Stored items
- Opening Delimiter -
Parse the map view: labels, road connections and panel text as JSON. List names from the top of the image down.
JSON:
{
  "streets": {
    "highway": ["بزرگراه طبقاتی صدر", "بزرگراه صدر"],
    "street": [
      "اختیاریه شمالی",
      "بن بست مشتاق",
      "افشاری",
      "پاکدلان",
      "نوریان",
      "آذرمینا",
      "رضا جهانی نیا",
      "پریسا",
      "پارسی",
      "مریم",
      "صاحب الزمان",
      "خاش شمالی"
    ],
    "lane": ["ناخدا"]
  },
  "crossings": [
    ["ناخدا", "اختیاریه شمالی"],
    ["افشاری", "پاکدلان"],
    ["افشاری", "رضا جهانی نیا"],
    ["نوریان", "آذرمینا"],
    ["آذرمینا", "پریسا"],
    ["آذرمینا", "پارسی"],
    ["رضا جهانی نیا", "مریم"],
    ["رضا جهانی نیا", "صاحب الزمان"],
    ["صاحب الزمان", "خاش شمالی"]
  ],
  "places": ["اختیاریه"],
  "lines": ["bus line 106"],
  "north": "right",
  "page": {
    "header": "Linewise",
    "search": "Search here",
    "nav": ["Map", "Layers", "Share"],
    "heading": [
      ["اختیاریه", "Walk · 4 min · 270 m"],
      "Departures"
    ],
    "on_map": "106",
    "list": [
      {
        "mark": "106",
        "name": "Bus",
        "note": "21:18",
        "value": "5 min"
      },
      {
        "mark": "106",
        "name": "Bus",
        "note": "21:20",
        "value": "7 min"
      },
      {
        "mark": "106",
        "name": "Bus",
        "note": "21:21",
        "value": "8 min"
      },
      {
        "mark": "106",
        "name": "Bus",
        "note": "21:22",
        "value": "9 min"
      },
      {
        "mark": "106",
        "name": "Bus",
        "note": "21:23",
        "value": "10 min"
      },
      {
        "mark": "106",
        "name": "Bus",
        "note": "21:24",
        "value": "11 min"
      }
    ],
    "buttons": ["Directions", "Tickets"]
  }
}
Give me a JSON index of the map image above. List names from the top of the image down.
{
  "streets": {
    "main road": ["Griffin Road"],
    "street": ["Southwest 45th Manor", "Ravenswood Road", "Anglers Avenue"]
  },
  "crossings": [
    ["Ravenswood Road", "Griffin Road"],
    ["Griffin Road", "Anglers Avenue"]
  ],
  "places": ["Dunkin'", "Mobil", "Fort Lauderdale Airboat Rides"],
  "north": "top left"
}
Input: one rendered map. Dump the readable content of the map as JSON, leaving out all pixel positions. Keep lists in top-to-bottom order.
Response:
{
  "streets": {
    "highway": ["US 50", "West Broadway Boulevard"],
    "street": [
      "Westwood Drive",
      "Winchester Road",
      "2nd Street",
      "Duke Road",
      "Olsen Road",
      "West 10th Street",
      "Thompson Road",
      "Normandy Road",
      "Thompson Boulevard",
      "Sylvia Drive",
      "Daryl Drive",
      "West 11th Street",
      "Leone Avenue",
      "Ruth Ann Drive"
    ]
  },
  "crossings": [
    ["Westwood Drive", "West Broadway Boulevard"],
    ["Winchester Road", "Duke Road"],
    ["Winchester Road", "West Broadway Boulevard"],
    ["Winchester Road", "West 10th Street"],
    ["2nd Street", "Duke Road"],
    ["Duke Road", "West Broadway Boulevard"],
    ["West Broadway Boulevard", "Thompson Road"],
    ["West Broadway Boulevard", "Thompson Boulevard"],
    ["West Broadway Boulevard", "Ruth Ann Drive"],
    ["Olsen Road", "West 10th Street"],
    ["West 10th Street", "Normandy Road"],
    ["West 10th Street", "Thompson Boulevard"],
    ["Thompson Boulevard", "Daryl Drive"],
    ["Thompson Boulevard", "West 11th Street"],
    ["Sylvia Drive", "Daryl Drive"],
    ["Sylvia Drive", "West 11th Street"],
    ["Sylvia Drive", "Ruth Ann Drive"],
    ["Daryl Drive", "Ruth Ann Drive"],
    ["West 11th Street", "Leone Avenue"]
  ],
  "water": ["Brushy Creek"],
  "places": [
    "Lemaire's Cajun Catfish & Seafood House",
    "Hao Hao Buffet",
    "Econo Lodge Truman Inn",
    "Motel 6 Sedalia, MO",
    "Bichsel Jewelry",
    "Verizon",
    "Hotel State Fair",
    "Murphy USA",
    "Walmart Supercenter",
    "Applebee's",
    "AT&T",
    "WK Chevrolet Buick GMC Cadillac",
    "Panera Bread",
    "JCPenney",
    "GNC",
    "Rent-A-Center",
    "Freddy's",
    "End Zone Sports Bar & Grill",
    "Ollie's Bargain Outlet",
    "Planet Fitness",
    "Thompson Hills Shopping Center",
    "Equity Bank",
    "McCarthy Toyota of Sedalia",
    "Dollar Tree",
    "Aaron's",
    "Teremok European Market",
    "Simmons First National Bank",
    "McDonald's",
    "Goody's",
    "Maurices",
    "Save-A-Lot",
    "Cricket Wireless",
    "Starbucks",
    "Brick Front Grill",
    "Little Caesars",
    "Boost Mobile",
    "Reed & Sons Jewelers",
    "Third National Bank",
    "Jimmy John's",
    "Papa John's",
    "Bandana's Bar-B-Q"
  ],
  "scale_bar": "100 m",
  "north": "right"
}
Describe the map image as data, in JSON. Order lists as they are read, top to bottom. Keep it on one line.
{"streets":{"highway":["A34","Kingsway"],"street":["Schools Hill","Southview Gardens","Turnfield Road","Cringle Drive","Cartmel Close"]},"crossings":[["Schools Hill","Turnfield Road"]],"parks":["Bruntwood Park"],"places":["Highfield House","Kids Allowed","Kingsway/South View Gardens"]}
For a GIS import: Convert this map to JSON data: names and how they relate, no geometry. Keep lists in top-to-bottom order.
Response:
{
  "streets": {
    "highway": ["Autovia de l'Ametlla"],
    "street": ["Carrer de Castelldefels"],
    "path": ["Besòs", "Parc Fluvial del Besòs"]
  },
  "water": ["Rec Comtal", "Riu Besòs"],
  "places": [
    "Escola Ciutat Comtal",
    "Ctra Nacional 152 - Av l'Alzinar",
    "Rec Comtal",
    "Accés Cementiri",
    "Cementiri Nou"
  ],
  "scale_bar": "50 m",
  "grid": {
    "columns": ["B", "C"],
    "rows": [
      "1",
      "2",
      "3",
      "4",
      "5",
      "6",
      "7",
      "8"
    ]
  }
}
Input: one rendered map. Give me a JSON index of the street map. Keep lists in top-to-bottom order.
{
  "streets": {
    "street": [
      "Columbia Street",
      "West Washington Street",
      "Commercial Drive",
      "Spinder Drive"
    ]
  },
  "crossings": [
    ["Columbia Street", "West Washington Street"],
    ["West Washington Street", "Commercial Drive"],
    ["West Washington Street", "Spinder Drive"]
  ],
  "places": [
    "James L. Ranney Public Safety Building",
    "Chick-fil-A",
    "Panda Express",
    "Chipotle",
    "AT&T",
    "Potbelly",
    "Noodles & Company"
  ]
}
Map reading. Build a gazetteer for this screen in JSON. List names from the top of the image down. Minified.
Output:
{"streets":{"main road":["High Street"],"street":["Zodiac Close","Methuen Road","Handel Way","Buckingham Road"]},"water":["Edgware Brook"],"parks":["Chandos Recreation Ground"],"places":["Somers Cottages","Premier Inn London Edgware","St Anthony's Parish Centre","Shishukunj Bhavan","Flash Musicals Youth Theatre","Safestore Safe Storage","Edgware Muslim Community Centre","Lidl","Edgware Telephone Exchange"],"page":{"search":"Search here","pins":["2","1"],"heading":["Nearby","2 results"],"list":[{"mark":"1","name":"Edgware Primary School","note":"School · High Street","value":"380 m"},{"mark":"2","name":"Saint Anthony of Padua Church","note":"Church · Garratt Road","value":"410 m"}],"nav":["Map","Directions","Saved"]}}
- Closing Delimiter -
# [Problem to work on]
What lines above mention "Input"? Copy each one.

# [Output of the exercise]
Input: one rendered map. Dump the readable content of the map as JSON, leaving out all pixel positions. Keep lists in top-to-bottom order.
Input: one rendered map. Give me a JSON index of the street map. Keep lists in top-to-bottom order.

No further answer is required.